Faith Sharing: Singing in Our Daily Lives



Faith Sharing by Choir Director Nate Osburn

Singing in our Daily Lives – June 22

  • Thank you Pastor Jen, for starting this sermon series by focusing on singing and music in our lives.
  • So many songs have been a blessing in my life. There are some songs that are so deeply ingrained in our minds because the text and the melody seem to fit perfectly together.

o   This Little Light of Mine – one of the first songs we learn as kids.

o   A Mighty Fortress is Our God – written by Martin Luther himself.

o   And, of course, Amazing Grace – a tune recognized throughout the world.

  • When Pastor Jen asked me to talk about how God speaks to us through music, one hymn in particular came to mind.
  • It is Well With my Soul.  How many of you can immediately remember that tune?

o   As a reminder, it goes like this: “When peace like a river attendeth my way, when sorrows like sea billows roll.  Whatever my lot, you have taught me to say, It is Well, It is Well, with my Soul.”

  • For me this song has been like a warm blanket when traumatic events have occurred over the years:

o   the death of my grandfather

o   a medical scare that kept me on pins and needles for weeks

o   a mess at work that wasn’t easy to fix

  • Of course, I pray hard in those situations…

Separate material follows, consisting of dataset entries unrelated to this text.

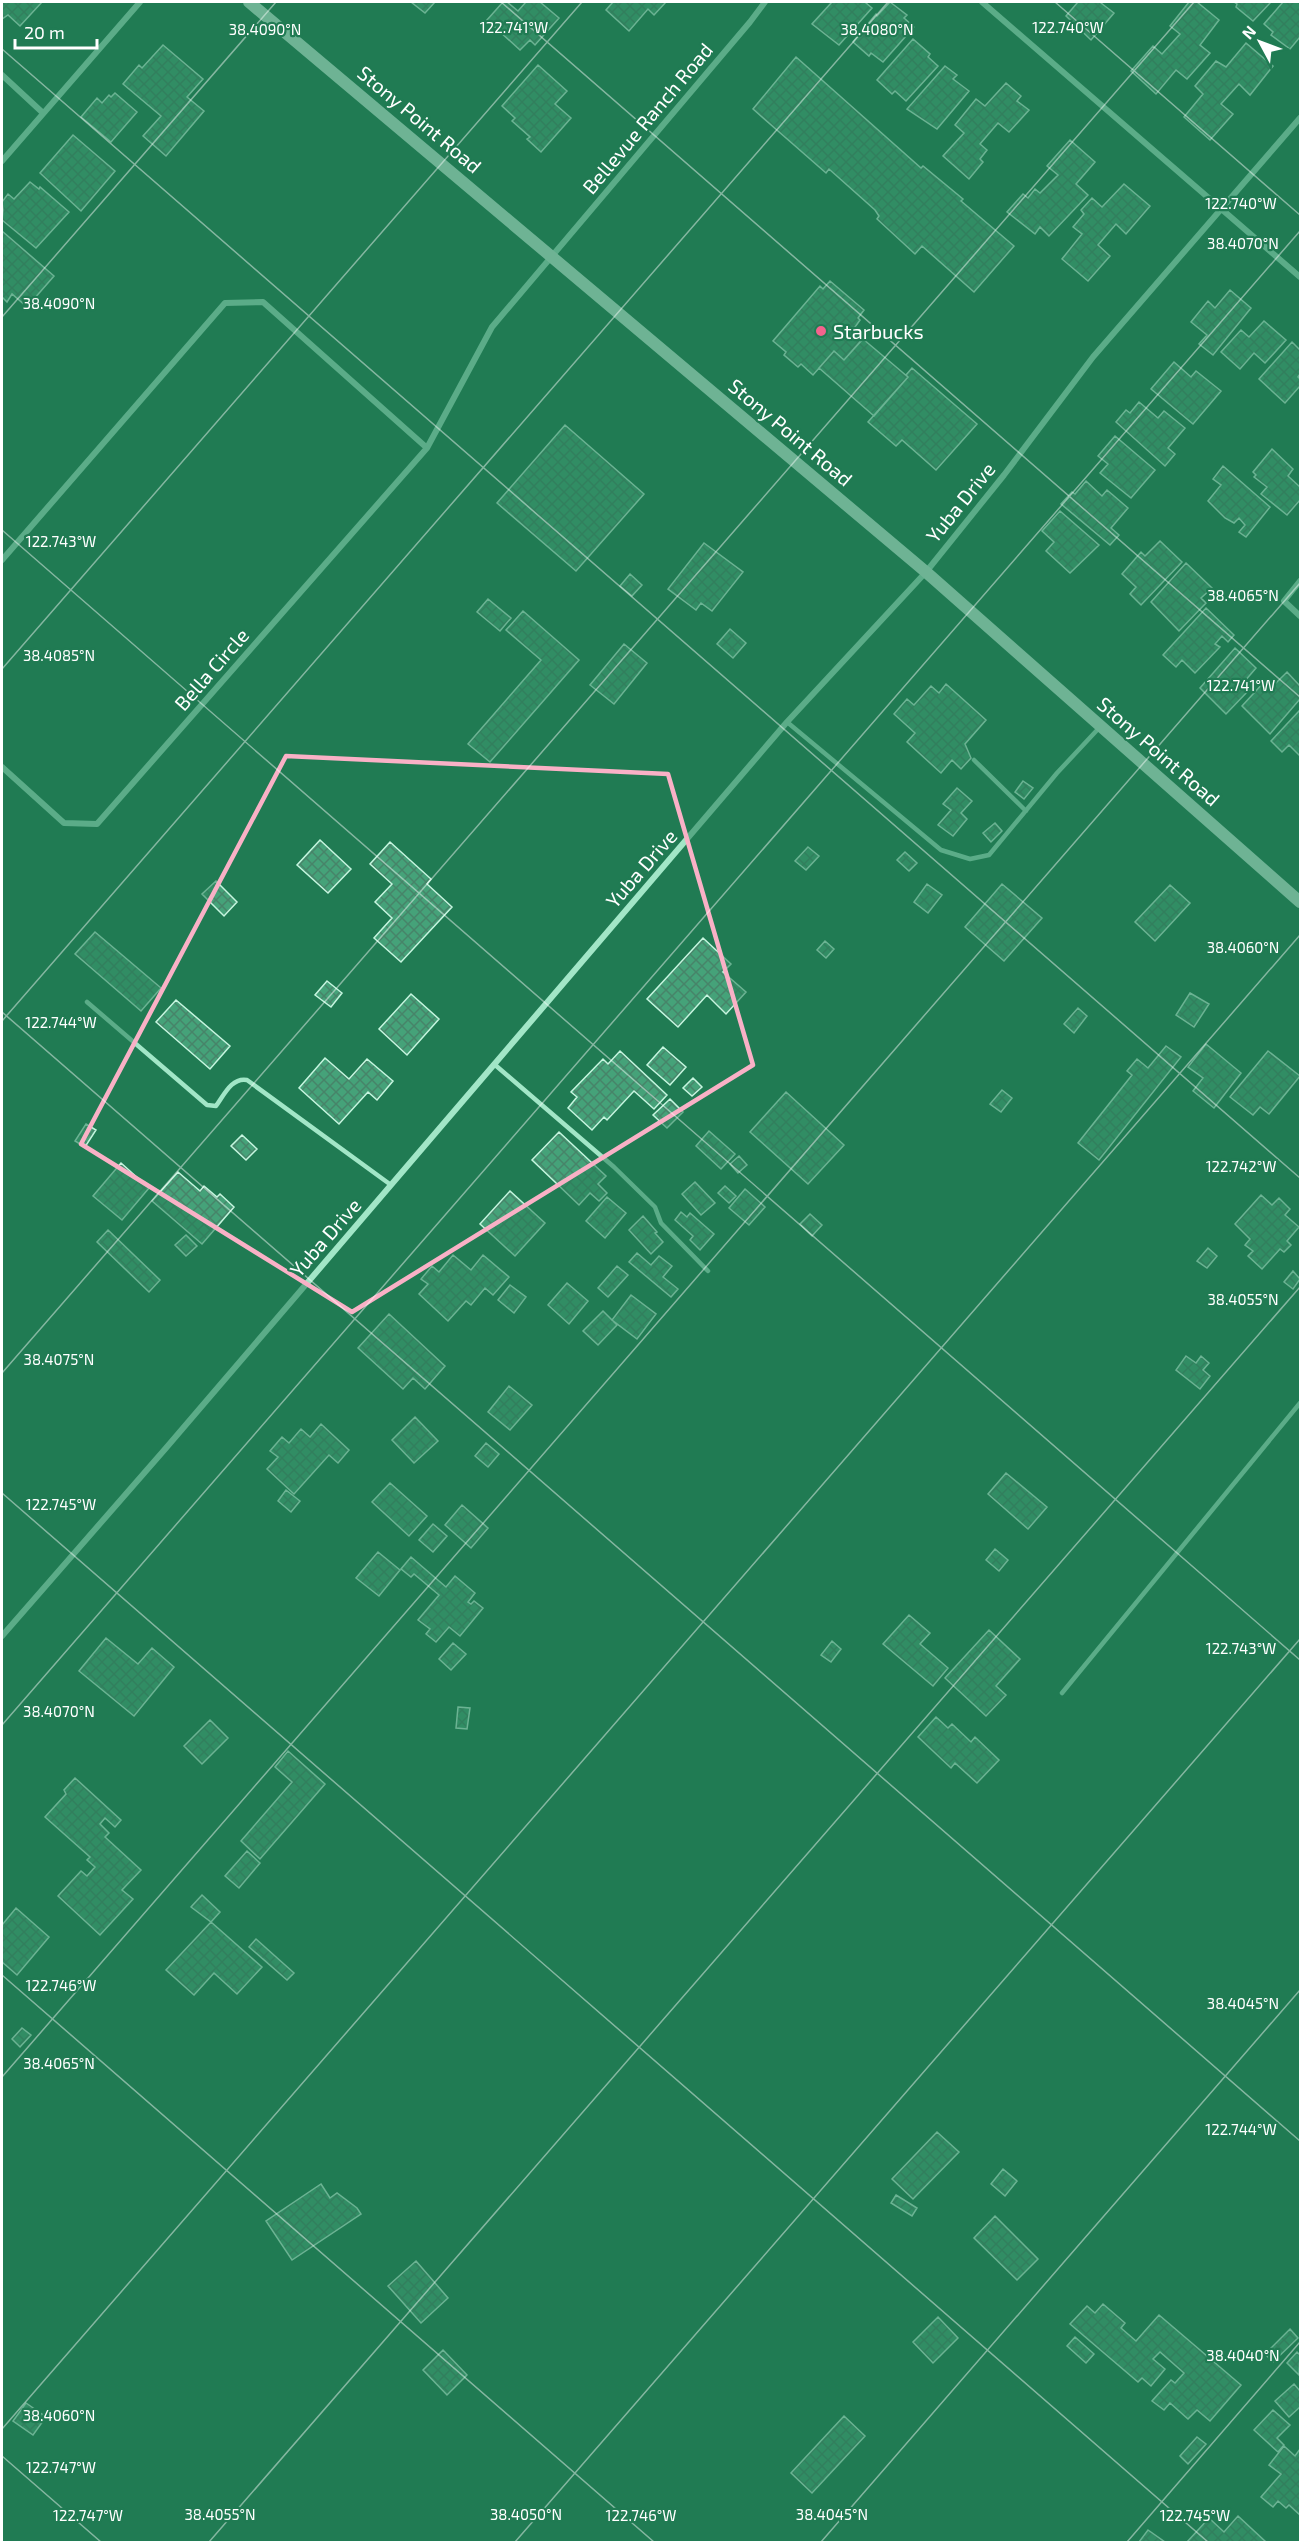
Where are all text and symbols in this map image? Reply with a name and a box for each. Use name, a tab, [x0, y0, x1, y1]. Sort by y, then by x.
scale bar	[15, 12, 98, 50]
north arrow	[1230, 12, 1290, 72]
text: 122.741°W	[480, 18, 548, 36]
text: 122.740°W	[1032, 18, 1104, 36]
text: 38.4090°N	[229, 20, 301, 38]
text: 38.4080°N	[840, 20, 914, 38]
text: 20 m	[24, 21, 65, 43]
text: N	[1237, 21, 1259, 42]
street label: Bellevue Ranch Road	[577, 38, 717, 198]
street label: Stony Point Road	[353, 60, 487, 178]
text: 122.740°W	[1205, 194, 1277, 212]
text: 38.4070°N	[1207, 234, 1279, 252]
text: 38.4090°N	[23, 294, 95, 312]
place label: Starbucks	[833, 319, 924, 343]
marker: Starbucks	[814, 324, 828, 338]
street label: Stony Point Road	[724, 373, 858, 491]
street label: Yuba Drive	[920, 457, 1000, 547]
text: 122.743°W	[26, 532, 96, 550]
text: 38.4065°N	[1207, 586, 1279, 604]
street label: Bella Circle	[169, 623, 253, 715]
text: 38.4085°N	[23, 646, 95, 664]
text: 122.741°W	[1207, 676, 1275, 694]
street label: Stony Point Road	[1093, 691, 1225, 811]
street label: Yuba Drive	[600, 824, 682, 912]
text: 38.4060°N	[1207, 938, 1279, 956]
text: 122.744°W	[25, 1013, 97, 1031]
text: 122.742°W	[1206, 1157, 1276, 1175]
street label: Yuba Drive	[284, 1193, 366, 1281]
text: 38.4055°N	[1207, 1290, 1279, 1308]
text: 38.4075°N	[24, 1350, 94, 1368]
text: 122.745°W	[26, 1495, 96, 1513]
text: 122.743°W	[1206, 1639, 1276, 1657]
text: 38.4070°N	[23, 1702, 95, 1720]
text: 122.746°W	[26, 1976, 96, 1994]
text: 38.4045°N	[1207, 1994, 1279, 2012]
text: 38.4065°N	[23, 2054, 95, 2072]
text: 122.744°W	[1205, 2120, 1277, 2138]
text: 38.4040°N	[1206, 2346, 1280, 2364]
text: 38.4060°N	[23, 2406, 95, 2424]
text: 122.747°W	[26, 2458, 96, 2476]
text: 38.4055°N	[184, 2505, 256, 2523]
text: 38.4050°N	[490, 2505, 562, 2523]
text: 38.4045°N	[796, 2505, 868, 2523]
text: 122.747°W	[53, 2506, 123, 2524]
text: 122.746°W	[606, 2506, 676, 2524]
text: 122.745°W	[1160, 2506, 1230, 2524]

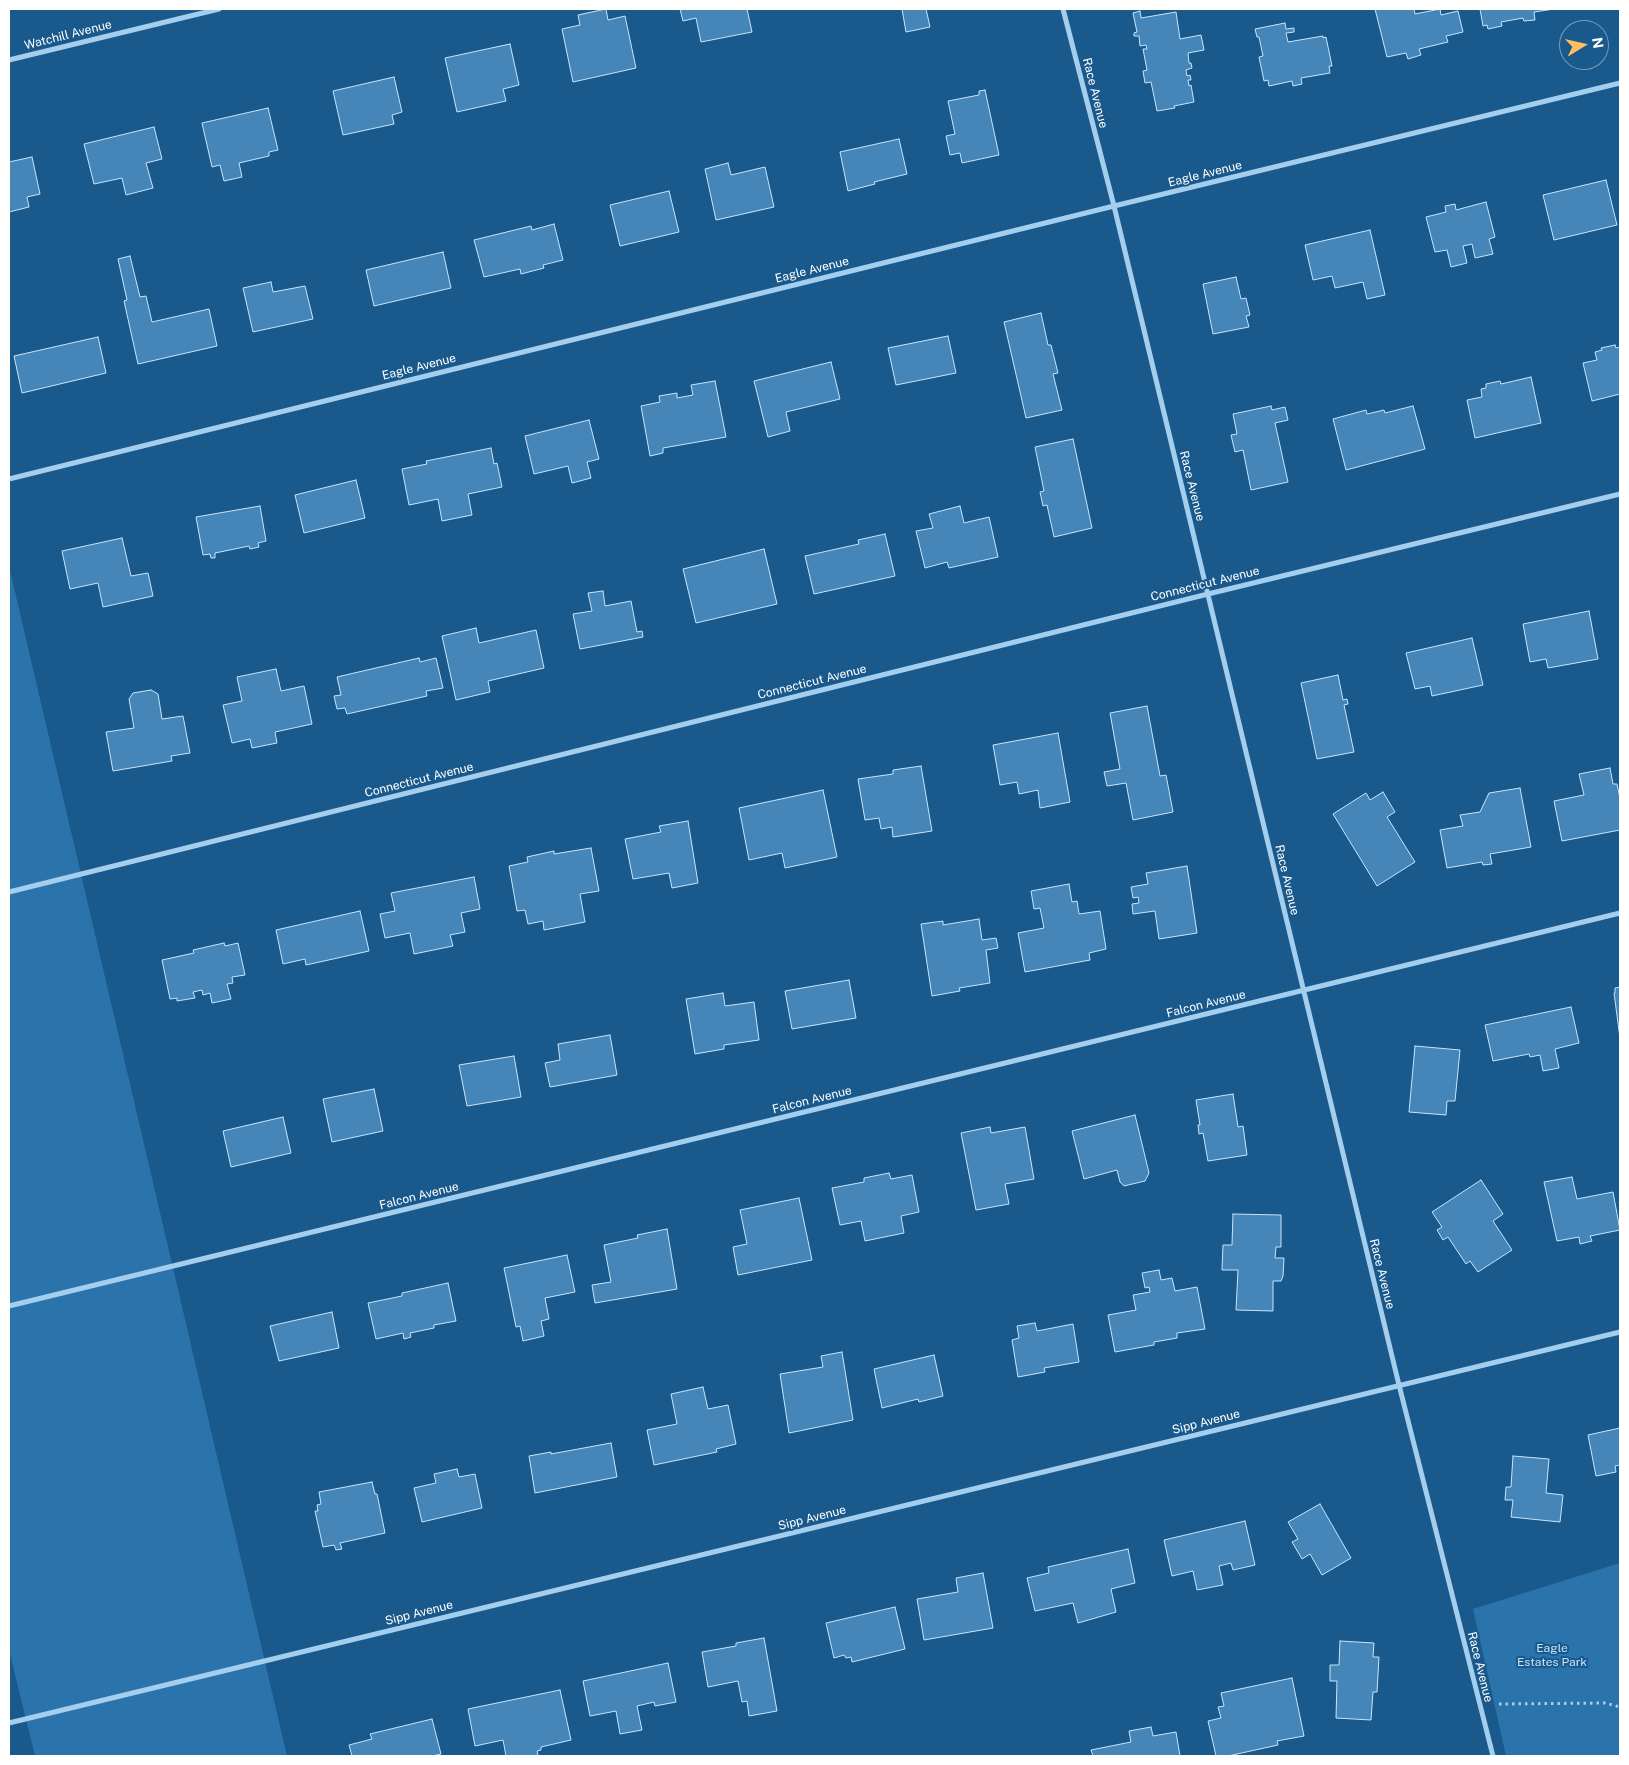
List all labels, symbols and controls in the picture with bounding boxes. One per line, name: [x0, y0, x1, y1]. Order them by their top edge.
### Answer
street label: Watchill Avenue: [23, 17, 113, 53]
north arrow: [1559, 20, 1609, 70]
text: N: [1589, 36, 1607, 49]
street label: Race Avenue: [1079, 56, 1111, 130]
street label: Eagle Avenue: [1167, 158, 1243, 190]
street label: Eagle Avenue: [774, 254, 850, 286]
street label: Eagle Avenue: [381, 351, 457, 383]
street label: Race Avenue: [1176, 449, 1208, 523]
street label: Connecticut Avenue: [1149, 563, 1261, 605]
street label: Connecticut Avenue: [756, 661, 868, 703]
street label: Connecticut Avenue: [363, 759, 475, 801]
street label: Race Avenue: [1272, 843, 1302, 917]
street label: Falcon Avenue: [1165, 987, 1247, 1021]
street label: Falcon Avenue: [771, 1083, 853, 1117]
street label: Falcon Avenue: [378, 1179, 460, 1213]
street label: Race Avenue: [1366, 1237, 1398, 1311]
street label: Sipp Avenue: [1171, 1407, 1241, 1437]
street label: Sipp Avenue: [777, 1503, 847, 1533]
street label: Sipp Avenue: [384, 1598, 454, 1628]
street label: Race Avenue: [1464, 1630, 1496, 1704]
park label: Eagle Estates Park: [1517, 1641, 1587, 1669]

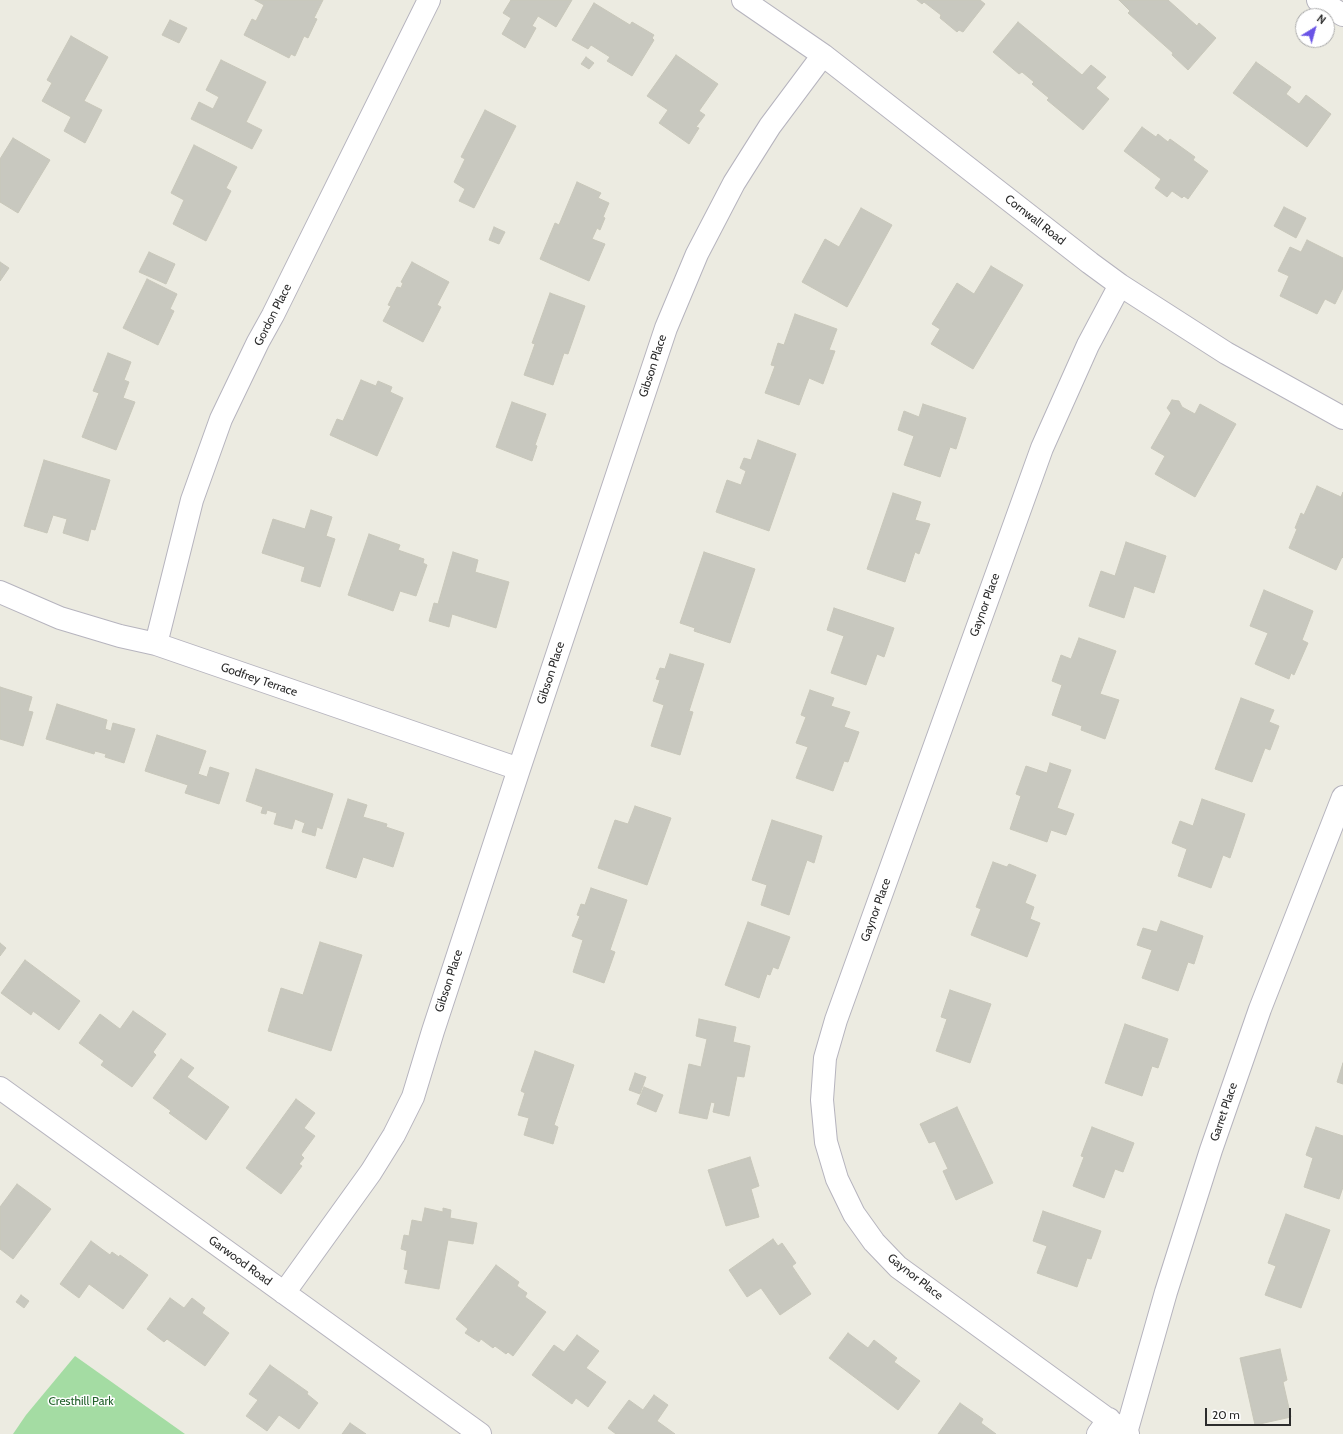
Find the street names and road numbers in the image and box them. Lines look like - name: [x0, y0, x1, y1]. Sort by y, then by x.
- street label: Cornwall Road: [1002, 192, 1068, 248]
- street label: Gordon Place: [251, 282, 295, 348]
- street label: Gibson Place: [636, 333, 670, 399]
- street label: Gaynor Place: [967, 571, 1003, 639]
- street label: Gibson Place: [534, 640, 568, 706]
- street label: Godfrey Terrace: [219, 660, 299, 700]
- street label: Gaynor Place: [858, 876, 894, 944]
- street label: Gibson Place: [432, 948, 466, 1014]
- street label: Garret Place: [1207, 1081, 1241, 1143]
- street label: Garwood Road: [205, 1233, 275, 1289]
- street label: Gaynor Place: [884, 1251, 946, 1303]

o   But when I look for answers to those prayers that song creeps up in my mind, and I DO think that those moments reflect how God can speak to us.

  • Remembering the origin of that song is particularly helpful in reminding me that God doesn’t give us more than we can bear.
  • Horatio Spafford, the song’s writer, suffered greatly when he lived in the late 1800s.

o   His only son died of Scarlet fever.

o   He was financially ruined by the Great Chicago Fire and an economic downturn.

o   And, when his wife and four daughters went ahead of him on trip from Chicago to Europe, the ship sank and only his wife survived.

  • Horatio followed them on a separate ship, and it is said that he wrote the words to “It is well with my soul” when traveling over the seas where they died.
  • Clearly, instead of losing his faith, his faith only became stronger.  In fact, he went on to form a group that opened soup kitchens, hospitals, and orphanages.
  • For Horatio’s sake, and for the sake of all of us who have felt comforted by his words – I am deeply thankful that God gave us the gift of music.
  • And yes, as we heard in the scriptures just now, God asks us to use the instruments that we carry with us every day – our voices – to praise Him and to teach and motivate each other.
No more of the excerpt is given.